> Input:
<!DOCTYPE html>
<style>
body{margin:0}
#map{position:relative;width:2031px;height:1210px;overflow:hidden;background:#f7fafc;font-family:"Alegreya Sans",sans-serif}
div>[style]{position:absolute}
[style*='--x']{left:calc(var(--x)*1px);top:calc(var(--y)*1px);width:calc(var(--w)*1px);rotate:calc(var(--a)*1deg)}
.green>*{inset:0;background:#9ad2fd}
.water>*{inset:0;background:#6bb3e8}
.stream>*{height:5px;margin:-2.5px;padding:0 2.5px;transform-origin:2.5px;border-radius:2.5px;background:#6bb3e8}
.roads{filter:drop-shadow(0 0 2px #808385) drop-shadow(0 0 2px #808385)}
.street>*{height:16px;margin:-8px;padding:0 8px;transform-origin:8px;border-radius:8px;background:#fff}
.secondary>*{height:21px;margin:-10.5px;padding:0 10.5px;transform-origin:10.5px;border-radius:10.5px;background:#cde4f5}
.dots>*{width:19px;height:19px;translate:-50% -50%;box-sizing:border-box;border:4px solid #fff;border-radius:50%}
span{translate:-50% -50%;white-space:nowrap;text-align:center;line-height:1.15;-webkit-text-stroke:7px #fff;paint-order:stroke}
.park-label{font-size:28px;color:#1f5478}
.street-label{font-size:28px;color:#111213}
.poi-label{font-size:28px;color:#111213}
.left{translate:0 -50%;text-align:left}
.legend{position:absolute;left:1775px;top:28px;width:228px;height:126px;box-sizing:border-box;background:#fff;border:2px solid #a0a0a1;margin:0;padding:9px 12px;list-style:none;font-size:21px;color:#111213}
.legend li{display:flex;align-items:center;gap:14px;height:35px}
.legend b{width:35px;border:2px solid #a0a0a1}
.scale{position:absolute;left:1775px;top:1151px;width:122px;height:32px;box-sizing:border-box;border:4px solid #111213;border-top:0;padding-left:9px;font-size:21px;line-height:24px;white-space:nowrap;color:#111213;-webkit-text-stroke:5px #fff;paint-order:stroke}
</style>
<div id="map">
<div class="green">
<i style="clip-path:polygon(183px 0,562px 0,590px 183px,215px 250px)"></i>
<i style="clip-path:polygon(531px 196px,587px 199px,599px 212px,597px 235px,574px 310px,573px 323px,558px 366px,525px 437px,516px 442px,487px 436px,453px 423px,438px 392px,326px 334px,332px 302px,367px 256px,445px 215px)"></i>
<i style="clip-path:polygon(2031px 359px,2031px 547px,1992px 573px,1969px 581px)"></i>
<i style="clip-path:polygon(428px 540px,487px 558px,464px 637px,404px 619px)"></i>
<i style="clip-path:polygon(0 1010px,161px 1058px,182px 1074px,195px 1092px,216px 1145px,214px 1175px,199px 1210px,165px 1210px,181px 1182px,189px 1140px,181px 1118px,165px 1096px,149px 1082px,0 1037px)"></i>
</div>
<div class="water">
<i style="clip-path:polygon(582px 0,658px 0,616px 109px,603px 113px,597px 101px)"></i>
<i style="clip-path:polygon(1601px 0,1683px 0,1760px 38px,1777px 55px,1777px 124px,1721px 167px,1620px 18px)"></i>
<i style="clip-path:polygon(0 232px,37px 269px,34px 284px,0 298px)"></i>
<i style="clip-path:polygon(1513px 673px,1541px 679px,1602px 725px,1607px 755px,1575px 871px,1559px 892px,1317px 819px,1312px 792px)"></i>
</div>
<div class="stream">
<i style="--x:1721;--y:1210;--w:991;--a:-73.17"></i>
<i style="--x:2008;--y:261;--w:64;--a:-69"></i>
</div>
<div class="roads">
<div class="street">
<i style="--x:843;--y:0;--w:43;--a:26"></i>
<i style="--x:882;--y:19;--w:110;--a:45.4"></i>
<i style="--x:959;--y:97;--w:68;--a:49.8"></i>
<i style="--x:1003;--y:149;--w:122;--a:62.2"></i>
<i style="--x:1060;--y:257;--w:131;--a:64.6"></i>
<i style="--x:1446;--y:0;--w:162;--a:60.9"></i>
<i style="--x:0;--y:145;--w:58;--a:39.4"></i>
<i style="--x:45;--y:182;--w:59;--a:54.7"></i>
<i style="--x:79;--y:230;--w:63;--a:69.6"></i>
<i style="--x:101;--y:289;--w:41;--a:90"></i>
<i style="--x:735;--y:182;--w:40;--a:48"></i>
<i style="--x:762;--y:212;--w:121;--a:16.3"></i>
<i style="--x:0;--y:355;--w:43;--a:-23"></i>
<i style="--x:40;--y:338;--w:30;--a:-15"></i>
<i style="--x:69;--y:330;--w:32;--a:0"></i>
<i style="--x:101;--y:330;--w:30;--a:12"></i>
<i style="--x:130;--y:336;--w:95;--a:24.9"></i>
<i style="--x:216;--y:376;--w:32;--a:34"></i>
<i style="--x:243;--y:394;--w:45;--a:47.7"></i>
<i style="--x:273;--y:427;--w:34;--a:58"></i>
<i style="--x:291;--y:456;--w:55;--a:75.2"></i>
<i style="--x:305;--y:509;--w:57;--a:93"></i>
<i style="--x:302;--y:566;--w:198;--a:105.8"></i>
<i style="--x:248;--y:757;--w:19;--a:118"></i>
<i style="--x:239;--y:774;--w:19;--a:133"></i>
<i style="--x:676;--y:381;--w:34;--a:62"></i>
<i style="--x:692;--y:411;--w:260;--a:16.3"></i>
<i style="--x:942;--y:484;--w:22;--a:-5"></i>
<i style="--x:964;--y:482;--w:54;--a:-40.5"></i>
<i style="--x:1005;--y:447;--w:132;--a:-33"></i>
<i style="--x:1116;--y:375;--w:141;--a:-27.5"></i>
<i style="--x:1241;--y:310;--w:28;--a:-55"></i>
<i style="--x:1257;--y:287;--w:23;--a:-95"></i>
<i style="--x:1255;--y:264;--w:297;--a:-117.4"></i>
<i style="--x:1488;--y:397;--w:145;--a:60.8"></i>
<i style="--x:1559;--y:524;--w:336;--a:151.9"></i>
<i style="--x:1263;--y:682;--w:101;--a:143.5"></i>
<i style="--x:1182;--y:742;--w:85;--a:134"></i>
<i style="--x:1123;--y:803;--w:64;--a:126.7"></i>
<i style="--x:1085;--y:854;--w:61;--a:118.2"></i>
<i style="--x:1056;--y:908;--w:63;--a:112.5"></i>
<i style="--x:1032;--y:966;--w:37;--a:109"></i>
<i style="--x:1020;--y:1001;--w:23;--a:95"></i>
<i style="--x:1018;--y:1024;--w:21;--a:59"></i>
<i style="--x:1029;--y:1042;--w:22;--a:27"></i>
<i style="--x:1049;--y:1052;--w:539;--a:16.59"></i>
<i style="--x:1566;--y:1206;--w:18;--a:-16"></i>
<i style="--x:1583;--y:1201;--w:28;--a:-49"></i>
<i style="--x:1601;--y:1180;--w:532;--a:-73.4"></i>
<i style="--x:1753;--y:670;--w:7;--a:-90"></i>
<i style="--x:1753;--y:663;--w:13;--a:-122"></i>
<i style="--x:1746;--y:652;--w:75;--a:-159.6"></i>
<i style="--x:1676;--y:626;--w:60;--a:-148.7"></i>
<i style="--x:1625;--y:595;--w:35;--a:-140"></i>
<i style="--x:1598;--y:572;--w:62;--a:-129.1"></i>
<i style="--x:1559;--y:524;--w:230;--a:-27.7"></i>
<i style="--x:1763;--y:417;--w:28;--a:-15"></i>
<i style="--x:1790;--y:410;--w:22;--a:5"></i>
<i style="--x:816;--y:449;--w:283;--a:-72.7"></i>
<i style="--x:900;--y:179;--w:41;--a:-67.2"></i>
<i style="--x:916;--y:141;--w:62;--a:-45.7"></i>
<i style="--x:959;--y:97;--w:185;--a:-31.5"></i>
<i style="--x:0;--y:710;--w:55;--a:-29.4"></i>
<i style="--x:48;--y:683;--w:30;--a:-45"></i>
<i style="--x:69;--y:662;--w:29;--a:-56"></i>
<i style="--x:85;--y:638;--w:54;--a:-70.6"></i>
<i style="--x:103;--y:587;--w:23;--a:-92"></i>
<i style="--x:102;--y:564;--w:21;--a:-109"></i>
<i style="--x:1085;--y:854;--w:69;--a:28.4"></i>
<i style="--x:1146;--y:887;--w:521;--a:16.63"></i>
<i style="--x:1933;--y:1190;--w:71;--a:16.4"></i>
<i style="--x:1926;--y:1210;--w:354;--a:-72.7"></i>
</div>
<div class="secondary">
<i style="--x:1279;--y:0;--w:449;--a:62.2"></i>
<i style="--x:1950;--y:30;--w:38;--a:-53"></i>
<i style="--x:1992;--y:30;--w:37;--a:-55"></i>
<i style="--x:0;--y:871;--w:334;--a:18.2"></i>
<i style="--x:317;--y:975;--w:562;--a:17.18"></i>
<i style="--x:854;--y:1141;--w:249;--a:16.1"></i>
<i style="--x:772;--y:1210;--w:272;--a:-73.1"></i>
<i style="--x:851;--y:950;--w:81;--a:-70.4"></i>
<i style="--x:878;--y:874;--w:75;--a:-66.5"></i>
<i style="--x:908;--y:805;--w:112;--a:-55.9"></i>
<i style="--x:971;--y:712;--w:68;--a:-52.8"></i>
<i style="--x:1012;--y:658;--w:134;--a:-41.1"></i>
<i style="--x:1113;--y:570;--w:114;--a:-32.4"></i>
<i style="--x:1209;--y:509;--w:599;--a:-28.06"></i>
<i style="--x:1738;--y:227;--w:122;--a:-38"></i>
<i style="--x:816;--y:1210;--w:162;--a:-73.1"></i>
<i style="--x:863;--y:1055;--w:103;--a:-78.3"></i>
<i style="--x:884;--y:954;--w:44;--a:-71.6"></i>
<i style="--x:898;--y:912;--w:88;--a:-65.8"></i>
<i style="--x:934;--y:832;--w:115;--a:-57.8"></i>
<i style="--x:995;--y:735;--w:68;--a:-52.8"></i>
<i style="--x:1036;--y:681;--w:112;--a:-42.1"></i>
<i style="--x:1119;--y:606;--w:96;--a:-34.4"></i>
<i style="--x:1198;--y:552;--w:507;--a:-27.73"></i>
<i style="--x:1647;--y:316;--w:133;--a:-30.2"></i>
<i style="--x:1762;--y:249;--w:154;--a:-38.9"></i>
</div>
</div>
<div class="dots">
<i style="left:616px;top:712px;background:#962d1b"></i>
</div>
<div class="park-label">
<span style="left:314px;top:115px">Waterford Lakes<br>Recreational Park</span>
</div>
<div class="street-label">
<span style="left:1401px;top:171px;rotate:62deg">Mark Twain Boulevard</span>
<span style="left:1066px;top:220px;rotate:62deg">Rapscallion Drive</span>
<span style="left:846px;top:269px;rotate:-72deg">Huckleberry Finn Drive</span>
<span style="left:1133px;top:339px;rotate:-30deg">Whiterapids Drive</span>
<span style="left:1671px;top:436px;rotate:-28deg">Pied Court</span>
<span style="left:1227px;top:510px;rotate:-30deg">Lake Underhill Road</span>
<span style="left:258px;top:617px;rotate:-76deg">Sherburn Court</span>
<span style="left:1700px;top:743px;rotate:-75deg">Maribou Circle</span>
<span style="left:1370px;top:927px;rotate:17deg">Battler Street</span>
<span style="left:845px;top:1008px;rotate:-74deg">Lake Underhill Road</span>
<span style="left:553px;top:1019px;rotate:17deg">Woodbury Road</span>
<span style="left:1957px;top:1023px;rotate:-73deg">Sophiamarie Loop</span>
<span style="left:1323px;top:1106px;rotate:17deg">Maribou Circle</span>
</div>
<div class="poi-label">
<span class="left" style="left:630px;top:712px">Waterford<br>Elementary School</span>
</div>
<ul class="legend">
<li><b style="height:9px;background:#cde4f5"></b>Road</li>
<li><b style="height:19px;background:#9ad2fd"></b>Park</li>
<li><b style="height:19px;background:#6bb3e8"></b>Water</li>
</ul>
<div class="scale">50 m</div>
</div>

> Task to complete: The lines above that hold the word "label" are the ones to copy.

> Solution to the exercise:
.park-label{font-size:28px;color:#1f5478}
.street-label{font-size:28px;color:#111213}
.poi-label{font-size:28px;color:#111213}
<div class="park-label">
<div class="street-label">
<div class="poi-label">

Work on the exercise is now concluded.